-- Given records follows --
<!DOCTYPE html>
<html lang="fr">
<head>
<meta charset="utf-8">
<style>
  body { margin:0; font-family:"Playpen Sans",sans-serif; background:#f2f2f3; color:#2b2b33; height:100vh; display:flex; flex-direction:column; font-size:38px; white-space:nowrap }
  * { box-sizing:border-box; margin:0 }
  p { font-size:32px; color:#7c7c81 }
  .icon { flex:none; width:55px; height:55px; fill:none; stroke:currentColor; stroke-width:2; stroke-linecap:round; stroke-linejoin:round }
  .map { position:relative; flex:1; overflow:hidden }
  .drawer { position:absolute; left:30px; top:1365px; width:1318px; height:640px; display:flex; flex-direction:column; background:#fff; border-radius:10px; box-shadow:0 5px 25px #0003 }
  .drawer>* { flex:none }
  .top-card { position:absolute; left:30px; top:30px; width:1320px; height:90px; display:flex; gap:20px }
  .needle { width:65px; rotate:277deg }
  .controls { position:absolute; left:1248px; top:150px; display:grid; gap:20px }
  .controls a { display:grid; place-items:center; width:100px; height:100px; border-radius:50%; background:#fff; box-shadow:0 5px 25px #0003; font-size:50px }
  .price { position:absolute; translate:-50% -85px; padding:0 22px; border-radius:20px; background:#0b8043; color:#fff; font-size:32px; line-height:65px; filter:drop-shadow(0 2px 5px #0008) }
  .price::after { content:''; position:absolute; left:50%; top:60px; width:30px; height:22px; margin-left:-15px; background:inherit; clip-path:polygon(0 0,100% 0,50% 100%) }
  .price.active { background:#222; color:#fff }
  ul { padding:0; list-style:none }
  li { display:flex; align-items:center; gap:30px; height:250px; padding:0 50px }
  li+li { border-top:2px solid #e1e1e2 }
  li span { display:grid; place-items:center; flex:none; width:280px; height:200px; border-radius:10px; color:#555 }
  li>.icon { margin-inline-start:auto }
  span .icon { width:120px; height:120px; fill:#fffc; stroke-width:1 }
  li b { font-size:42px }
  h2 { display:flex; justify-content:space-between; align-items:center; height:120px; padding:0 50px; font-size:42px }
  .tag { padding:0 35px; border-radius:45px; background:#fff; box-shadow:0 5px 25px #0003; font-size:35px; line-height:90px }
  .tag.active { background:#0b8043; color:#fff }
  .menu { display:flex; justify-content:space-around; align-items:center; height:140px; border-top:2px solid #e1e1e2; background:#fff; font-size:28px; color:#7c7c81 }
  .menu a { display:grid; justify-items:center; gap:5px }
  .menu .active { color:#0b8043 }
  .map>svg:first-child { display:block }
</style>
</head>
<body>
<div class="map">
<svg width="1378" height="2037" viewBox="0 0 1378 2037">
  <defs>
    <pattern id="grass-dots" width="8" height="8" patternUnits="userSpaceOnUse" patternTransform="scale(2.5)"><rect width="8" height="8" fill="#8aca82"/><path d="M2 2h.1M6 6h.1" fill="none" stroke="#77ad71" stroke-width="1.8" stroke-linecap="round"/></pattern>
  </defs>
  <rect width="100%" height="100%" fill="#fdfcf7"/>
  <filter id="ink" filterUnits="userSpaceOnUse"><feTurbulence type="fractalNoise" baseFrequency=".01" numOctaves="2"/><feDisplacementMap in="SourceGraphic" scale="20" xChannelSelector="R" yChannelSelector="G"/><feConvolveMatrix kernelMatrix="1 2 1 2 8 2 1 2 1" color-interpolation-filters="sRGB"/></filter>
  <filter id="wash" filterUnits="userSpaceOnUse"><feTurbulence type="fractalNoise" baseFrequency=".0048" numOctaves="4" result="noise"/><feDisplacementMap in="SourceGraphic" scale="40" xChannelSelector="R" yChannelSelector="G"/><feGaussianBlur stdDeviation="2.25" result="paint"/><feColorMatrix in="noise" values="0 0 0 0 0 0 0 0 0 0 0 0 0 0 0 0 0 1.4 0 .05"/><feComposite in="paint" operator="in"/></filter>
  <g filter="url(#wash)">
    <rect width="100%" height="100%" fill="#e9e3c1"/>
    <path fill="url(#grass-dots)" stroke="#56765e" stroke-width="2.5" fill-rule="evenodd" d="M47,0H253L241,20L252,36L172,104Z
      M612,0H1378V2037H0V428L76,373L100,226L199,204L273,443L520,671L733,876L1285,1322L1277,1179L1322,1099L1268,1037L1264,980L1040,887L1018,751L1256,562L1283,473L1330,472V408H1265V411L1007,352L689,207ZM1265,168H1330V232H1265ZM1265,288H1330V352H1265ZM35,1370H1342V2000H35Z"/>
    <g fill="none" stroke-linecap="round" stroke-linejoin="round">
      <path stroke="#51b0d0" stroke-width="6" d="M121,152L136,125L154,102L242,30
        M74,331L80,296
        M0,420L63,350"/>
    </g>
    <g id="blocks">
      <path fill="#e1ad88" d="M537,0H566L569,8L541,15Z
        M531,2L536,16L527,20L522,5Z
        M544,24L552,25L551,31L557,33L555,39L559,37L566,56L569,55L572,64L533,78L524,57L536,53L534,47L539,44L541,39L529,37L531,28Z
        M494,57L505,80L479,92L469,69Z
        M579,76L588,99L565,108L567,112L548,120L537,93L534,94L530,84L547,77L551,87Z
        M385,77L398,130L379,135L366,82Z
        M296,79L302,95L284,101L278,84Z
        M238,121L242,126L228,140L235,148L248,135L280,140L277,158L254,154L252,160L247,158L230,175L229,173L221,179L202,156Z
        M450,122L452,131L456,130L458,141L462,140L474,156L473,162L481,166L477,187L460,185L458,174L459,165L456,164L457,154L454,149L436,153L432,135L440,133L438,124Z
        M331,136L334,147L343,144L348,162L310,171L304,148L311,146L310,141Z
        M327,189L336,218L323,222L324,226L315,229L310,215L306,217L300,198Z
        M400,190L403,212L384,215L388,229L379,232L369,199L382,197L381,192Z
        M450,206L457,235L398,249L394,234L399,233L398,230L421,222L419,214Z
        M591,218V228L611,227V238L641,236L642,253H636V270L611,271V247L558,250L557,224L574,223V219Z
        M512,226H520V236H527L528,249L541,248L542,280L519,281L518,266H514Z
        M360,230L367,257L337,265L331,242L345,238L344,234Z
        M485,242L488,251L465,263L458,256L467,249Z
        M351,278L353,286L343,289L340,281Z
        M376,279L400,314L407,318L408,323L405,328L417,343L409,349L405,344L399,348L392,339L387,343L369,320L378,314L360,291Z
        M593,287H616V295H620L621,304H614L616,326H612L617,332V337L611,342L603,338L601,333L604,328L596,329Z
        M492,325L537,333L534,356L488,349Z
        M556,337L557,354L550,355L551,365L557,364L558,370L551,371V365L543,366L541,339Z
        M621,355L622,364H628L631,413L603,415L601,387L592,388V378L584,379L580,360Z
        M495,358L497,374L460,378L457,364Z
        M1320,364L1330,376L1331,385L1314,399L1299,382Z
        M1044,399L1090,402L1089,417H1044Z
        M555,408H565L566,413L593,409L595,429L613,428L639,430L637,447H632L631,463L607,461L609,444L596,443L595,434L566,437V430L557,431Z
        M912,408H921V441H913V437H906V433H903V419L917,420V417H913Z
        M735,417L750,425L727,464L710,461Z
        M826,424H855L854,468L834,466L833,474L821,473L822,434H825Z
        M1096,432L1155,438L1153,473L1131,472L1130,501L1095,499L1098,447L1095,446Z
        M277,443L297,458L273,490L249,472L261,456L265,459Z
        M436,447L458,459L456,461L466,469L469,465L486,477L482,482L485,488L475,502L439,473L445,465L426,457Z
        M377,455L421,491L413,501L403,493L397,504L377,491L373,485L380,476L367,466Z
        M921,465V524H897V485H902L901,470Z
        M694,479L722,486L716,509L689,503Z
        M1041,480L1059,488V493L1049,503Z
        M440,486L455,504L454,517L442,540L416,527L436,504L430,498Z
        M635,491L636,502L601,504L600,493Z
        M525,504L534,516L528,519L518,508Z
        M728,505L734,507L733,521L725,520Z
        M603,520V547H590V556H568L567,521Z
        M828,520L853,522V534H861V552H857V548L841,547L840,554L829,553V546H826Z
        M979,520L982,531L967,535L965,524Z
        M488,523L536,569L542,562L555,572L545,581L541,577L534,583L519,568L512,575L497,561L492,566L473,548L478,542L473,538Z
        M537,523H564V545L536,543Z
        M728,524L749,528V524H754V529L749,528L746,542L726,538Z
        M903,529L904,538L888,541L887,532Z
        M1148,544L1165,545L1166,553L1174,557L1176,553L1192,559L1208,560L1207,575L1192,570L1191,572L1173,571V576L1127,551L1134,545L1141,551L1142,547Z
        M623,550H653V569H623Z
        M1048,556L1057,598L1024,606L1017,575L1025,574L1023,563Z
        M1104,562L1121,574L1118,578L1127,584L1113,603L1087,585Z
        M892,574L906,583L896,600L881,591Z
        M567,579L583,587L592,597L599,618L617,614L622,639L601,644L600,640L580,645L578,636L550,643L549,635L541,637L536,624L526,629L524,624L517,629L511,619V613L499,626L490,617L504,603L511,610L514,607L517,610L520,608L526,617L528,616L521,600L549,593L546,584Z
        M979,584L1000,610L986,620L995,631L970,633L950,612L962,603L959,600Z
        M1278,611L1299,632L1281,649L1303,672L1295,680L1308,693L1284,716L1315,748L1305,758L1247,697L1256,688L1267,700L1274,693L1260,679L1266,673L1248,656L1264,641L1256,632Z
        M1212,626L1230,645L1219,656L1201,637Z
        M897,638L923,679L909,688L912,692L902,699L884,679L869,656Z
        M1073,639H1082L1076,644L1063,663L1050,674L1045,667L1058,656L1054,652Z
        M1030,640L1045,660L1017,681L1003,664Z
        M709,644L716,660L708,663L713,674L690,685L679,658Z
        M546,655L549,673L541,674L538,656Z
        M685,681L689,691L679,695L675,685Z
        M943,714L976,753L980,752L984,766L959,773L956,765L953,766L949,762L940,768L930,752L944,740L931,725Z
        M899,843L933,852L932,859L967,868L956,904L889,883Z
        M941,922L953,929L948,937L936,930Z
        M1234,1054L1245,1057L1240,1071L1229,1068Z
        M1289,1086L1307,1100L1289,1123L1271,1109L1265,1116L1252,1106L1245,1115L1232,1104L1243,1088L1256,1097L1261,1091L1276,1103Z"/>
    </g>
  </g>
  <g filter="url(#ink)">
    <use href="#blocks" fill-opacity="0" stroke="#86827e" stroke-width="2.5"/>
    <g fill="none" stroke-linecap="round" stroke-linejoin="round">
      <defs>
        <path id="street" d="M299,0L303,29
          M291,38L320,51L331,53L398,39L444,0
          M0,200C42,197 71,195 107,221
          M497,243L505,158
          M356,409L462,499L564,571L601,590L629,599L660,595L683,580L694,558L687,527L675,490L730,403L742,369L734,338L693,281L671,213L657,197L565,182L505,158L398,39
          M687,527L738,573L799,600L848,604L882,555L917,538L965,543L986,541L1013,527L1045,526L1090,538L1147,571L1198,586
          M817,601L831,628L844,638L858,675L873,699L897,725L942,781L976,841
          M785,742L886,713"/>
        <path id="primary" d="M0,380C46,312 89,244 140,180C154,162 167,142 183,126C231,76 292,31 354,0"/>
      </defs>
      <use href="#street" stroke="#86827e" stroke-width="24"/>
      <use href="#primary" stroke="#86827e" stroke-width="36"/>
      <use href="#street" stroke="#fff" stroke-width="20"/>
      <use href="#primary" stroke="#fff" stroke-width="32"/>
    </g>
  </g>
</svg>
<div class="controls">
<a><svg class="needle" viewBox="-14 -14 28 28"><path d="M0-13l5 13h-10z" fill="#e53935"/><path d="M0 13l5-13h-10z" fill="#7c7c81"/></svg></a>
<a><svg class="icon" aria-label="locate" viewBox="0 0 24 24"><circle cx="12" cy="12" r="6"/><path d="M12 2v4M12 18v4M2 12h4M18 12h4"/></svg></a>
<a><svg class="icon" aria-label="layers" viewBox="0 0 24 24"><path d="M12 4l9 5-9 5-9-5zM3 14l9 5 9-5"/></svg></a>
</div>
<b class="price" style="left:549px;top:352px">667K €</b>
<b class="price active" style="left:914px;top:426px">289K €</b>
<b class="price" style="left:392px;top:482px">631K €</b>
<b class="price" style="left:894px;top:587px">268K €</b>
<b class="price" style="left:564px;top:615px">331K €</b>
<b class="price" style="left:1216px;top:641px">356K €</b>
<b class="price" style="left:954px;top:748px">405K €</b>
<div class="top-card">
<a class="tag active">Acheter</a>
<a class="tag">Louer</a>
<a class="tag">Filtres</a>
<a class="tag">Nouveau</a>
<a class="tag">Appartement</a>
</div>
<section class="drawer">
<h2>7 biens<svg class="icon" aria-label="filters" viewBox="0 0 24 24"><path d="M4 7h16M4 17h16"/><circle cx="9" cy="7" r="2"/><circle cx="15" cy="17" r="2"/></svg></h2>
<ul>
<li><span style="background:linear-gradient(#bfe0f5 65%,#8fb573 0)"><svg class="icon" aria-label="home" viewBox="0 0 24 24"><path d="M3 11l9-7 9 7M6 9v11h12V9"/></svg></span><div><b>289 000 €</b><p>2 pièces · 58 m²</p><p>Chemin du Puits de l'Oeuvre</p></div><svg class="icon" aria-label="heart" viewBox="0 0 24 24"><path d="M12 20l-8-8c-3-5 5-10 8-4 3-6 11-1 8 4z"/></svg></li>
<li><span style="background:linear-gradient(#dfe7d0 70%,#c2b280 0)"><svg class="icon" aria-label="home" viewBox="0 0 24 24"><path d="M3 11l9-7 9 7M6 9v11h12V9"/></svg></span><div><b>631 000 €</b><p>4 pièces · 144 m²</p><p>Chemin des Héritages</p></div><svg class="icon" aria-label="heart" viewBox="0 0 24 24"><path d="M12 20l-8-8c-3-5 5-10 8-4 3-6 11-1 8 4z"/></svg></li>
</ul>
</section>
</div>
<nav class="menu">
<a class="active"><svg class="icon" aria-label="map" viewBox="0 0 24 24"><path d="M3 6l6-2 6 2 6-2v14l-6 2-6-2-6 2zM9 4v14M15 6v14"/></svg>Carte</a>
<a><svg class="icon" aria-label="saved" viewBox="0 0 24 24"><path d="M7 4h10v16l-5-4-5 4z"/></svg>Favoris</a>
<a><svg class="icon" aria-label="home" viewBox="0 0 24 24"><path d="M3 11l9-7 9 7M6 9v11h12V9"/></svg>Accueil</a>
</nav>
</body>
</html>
-- Given records concluded --
**Task objective**
Start with the line above that contains "M495,358L497,374L460,378L457,364Z" and end with the line that contains "M277,443L297,458L273,490L249,472L261,456L265,459Z". Write out those lines exactly, and only those.

**Completed task**
        M495,358L497,374L460,378L457,364Z
        M1320,364L1330,376L1331,385L1314,399L1299,382Z
        M1044,399L1090,402L1089,417H1044Z
        M555,408H565L566,413L593,409L595,429L613,428L639,430L637,447H632L631,463L607,461L609,444L596,443L595,434L566,437V430L557,431Z
        M912,408H921V441H913V437H906V433H903V419L917,420V417H913Z
        M735,417L750,425L727,464L710,461Z
        M826,424H855L854,468L834,466L833,474L821,473L822,434H825Z
        M1096,432L1155,438L1153,473L1131,472L1130,501L1095,499L1098,447L1095,446Z
        M277,443L297,458L273,490L249,472L261,456L265,459Z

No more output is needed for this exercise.